Nato a Pozzuolo Umbro, frazione di Castiglione del Lago (PG), i genitori lo chiamano Franco, Dino e Rama, nome questo voluto dallo zio, Gino Galeotti, professore di patologia a Cagliari, Siena e Napoli, in omaggio ai suoi viaggi in India per studiare la peste.

Il padre Giovanni Emilio, professore di Agricoltura ed entomologo, era titolare della cattedra ambulante di Agricoltura dell’Università di Pisa, una forma di insegnamento itinerante rivolta ai proprietari terrieri. Anche la madre Adele Galeotti era appassionata di insetti, soprattutto farfalle che disegnava con perizia, avendo studiato pittura a Firenze con Giovanni Fattori.

Fin da piccolo quindi si appassionò all’entomologia ed arricchì la collezione di insetti paterna, pubblicando anche nel 1919 insieme al padre un articolo nel bollettino "Entomologia d’Italia".

Con lo zio Gino, appassionato alpinista, trascorse vari periodi di vacanza in estate al Col d’Olen, nel gruppo del Monte Rosa, dividendo il proprio tempo tra le scalate e l’attività di portatore di strumenti per le ricerche che vi si svolgevano sulla fisiologia in quota e sulla glaciologia. La passione per l’alpinismo si protrasse per tutta la vita, condivisa con alcuni altri del gruppo di Via Panisperna, per i quali, come ricorda Gianni Battimelli, ‘il rapporto con la montagna era qualcosa di più signifi­cativo di quanto non si sarebbe portati a credere.
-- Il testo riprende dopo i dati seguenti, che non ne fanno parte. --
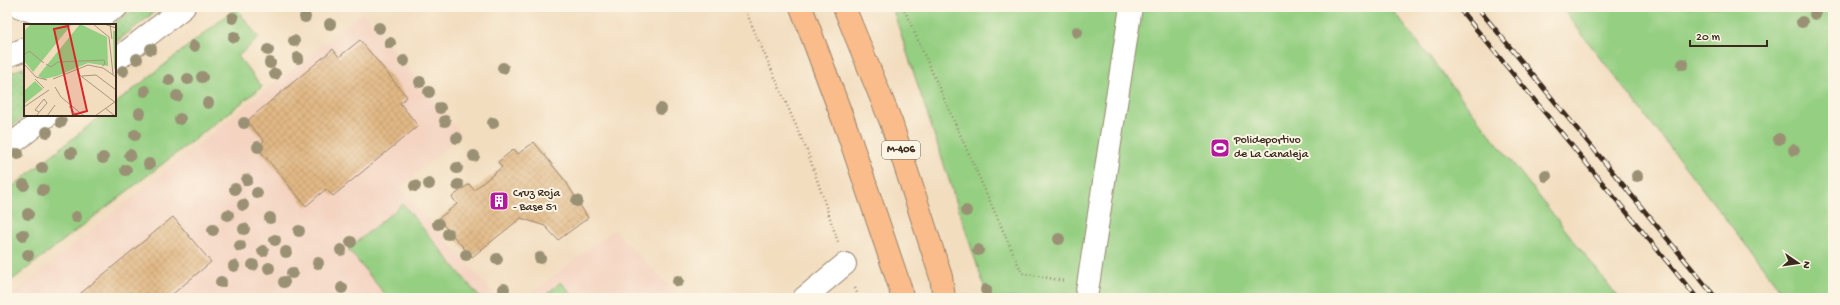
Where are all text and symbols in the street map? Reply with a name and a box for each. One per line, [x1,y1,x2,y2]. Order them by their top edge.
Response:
scale bar [1690,22,1767,48]
inset map [24,24,116,116]
text: 20 m [1696,31,1721,45]
place label: Polideportivo de La Canaleja [1233,134,1309,162]
sports icon: Polideportivo de La Canaleja [1209,137,1231,159]
road number: M-406 [882,141,920,159]
place label: Cruz Roja - Base 51 [513,187,561,215]
building icon: Cruz Roja - Base 51 [488,190,510,212]
north arrow [1778,243,1818,283]
text: N [1799,260,1812,270]

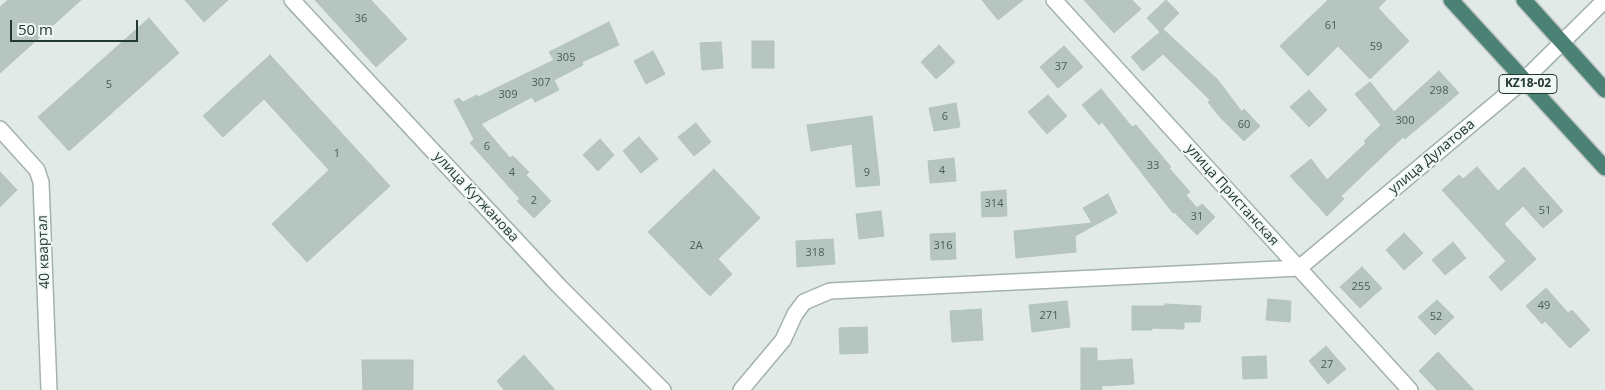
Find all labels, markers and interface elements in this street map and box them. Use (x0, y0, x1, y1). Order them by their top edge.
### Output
scale bar (12, 10, 140, 42)
house number: 36 (355, 12, 367, 26)
text: 50 m (18, 19, 53, 39)
house number: 61 (1325, 19, 1337, 33)
house number: 59 (1370, 40, 1382, 54)
house number: 305 (557, 51, 575, 65)
house number: 37 (1055, 60, 1067, 74)
road number: KZ18-02 (1499, 74, 1557, 94)
house number: 307 (532, 76, 550, 90)
house number: 5 (106, 78, 112, 92)
house number: 298 (1430, 84, 1448, 98)
house number: 309 (499, 88, 517, 102)
house number: 6 (942, 110, 948, 124)
house number: 300 (1396, 114, 1414, 128)
street label: улица Дулатова (1385, 116, 1479, 198)
house number: 60 (1238, 118, 1250, 132)
house number: 6 (484, 140, 490, 154)
street label: улица Пристанская (1182, 141, 1282, 249)
house number: 1 (334, 147, 340, 161)
street label: улица Кутжанова (430, 148, 522, 246)
house number: 33 (1147, 159, 1159, 173)
house number: 4 (939, 164, 945, 178)
house number: 4 (509, 166, 515, 180)
house number: 9 (864, 166, 870, 180)
house number: 2 (531, 194, 537, 208)
house number: 314 (985, 197, 1003, 211)
house number: 51 (1539, 204, 1551, 218)
house number: 31 (1191, 210, 1203, 224)
street label: 40 квартал (34, 215, 54, 289)
house number: 2A (689, 239, 703, 253)
house number: 316 (934, 239, 952, 253)
house number: 318 (806, 246, 824, 260)
house number: 255 (1352, 280, 1370, 294)
house number: 49 (1538, 299, 1550, 313)
house number: 271 (1040, 309, 1058, 323)
house number: 52 (1430, 310, 1442, 324)
house number: 27 (1321, 358, 1333, 372)

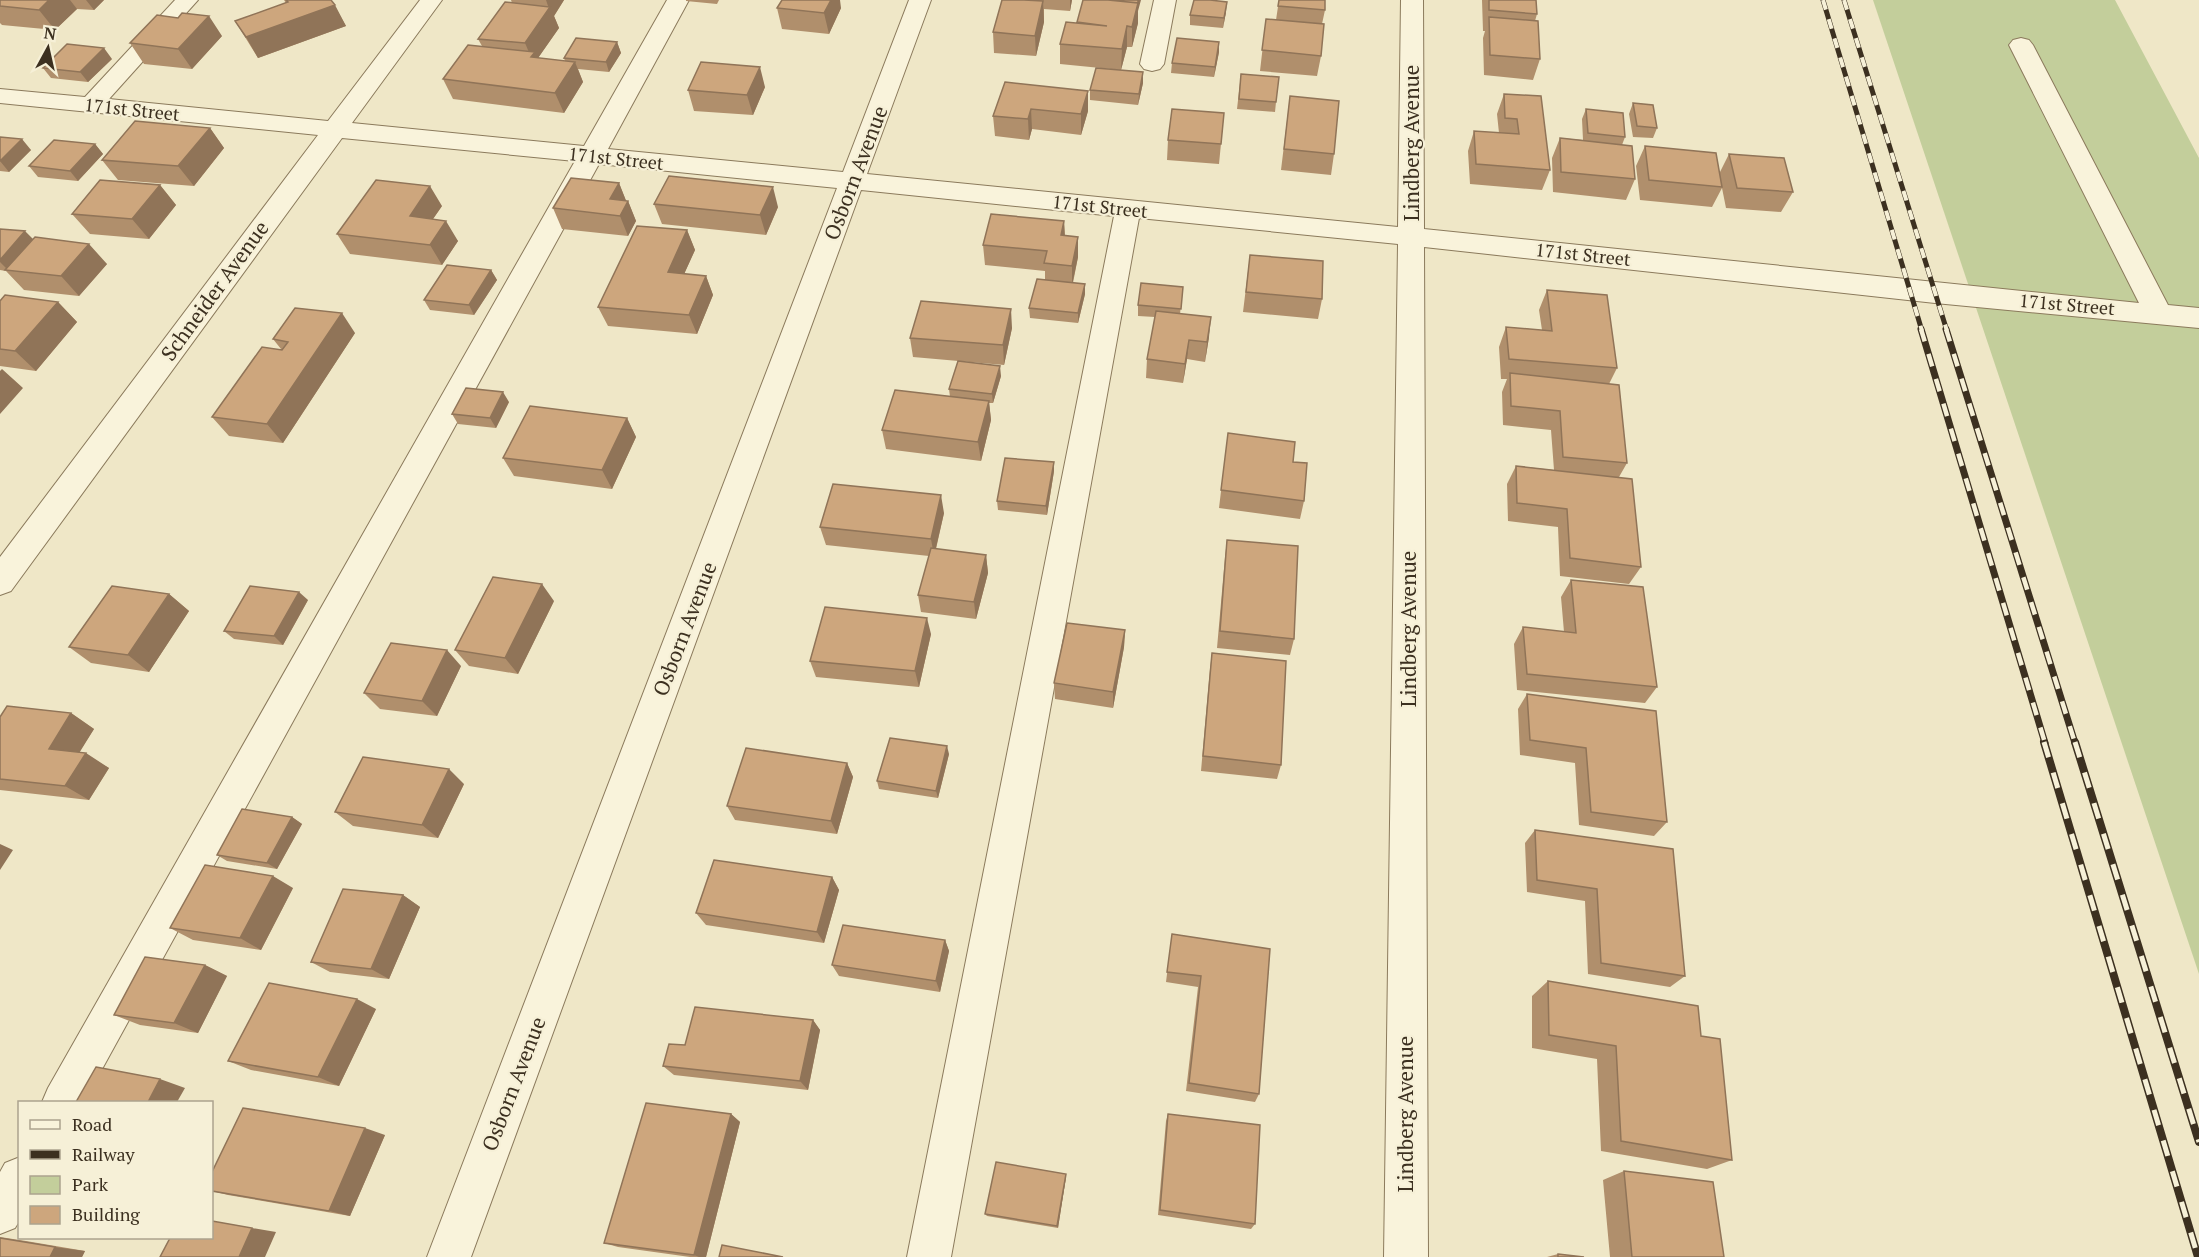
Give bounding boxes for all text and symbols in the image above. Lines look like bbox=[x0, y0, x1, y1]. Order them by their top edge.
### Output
north arrow bbox=[18, 18, 78, 78]
text: N bbox=[43, 21, 58, 45]
street label: Lindberg Avenue bbox=[1397, 65, 1425, 221]
street label: 171st Street bbox=[83, 92, 181, 126]
street label: Osborn Avenue bbox=[817, 101, 894, 244]
street label: 171st Street bbox=[567, 141, 665, 175]
street label: 171st Street bbox=[1051, 189, 1149, 223]
street label: Schneider Avenue bbox=[154, 215, 274, 366]
street label: 171st Street bbox=[1534, 237, 1632, 271]
street label: 171st Street bbox=[2018, 288, 2116, 320]
street label: Lindberg Avenue bbox=[1394, 551, 1422, 707]
street label: Osborn Avenue bbox=[646, 557, 723, 700]
street label: Osborn Avenue bbox=[475, 1012, 552, 1155]
street label: Lindberg Avenue bbox=[1391, 1036, 1419, 1192]
legend bbox=[18, 1101, 213, 1239]
text: Road bbox=[72, 1112, 112, 1136]
text: Railway bbox=[72, 1142, 136, 1166]
text: Park bbox=[72, 1172, 109, 1196]
text: Building bbox=[72, 1202, 140, 1226]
Nelle loro liste di ascensioni figurano grandi classiche dell’arco alpino, e arrampicate dolomitiche di quarto gra­do, e stiamo parlando di studenti romani senza guida, negli anni venti’.

Non frequentò le scuole elementari, venendo educato in famiglia, e facendosi notare per la prodigiosa memoria e per il suo interesse per la botanica.

Nel 1911 entrò al ginnasio e consegui la licenza liceale nel 1918, con la media dell’otto, ma un sette in fisica lo convinse a studiare proprio ‘… la materia che a scuola capivo di meno e mi misi in testa di venirne a capo’.

Fu ammesso all’Università di Pisa nel 1918, all’età di 17 anni, iscritto ad Ingegneria, ma passò a Fisica all’inizio del 3° anno, convinto dall’amico Enrico Fermi dal quale imparò … molta più fisica che dai professori.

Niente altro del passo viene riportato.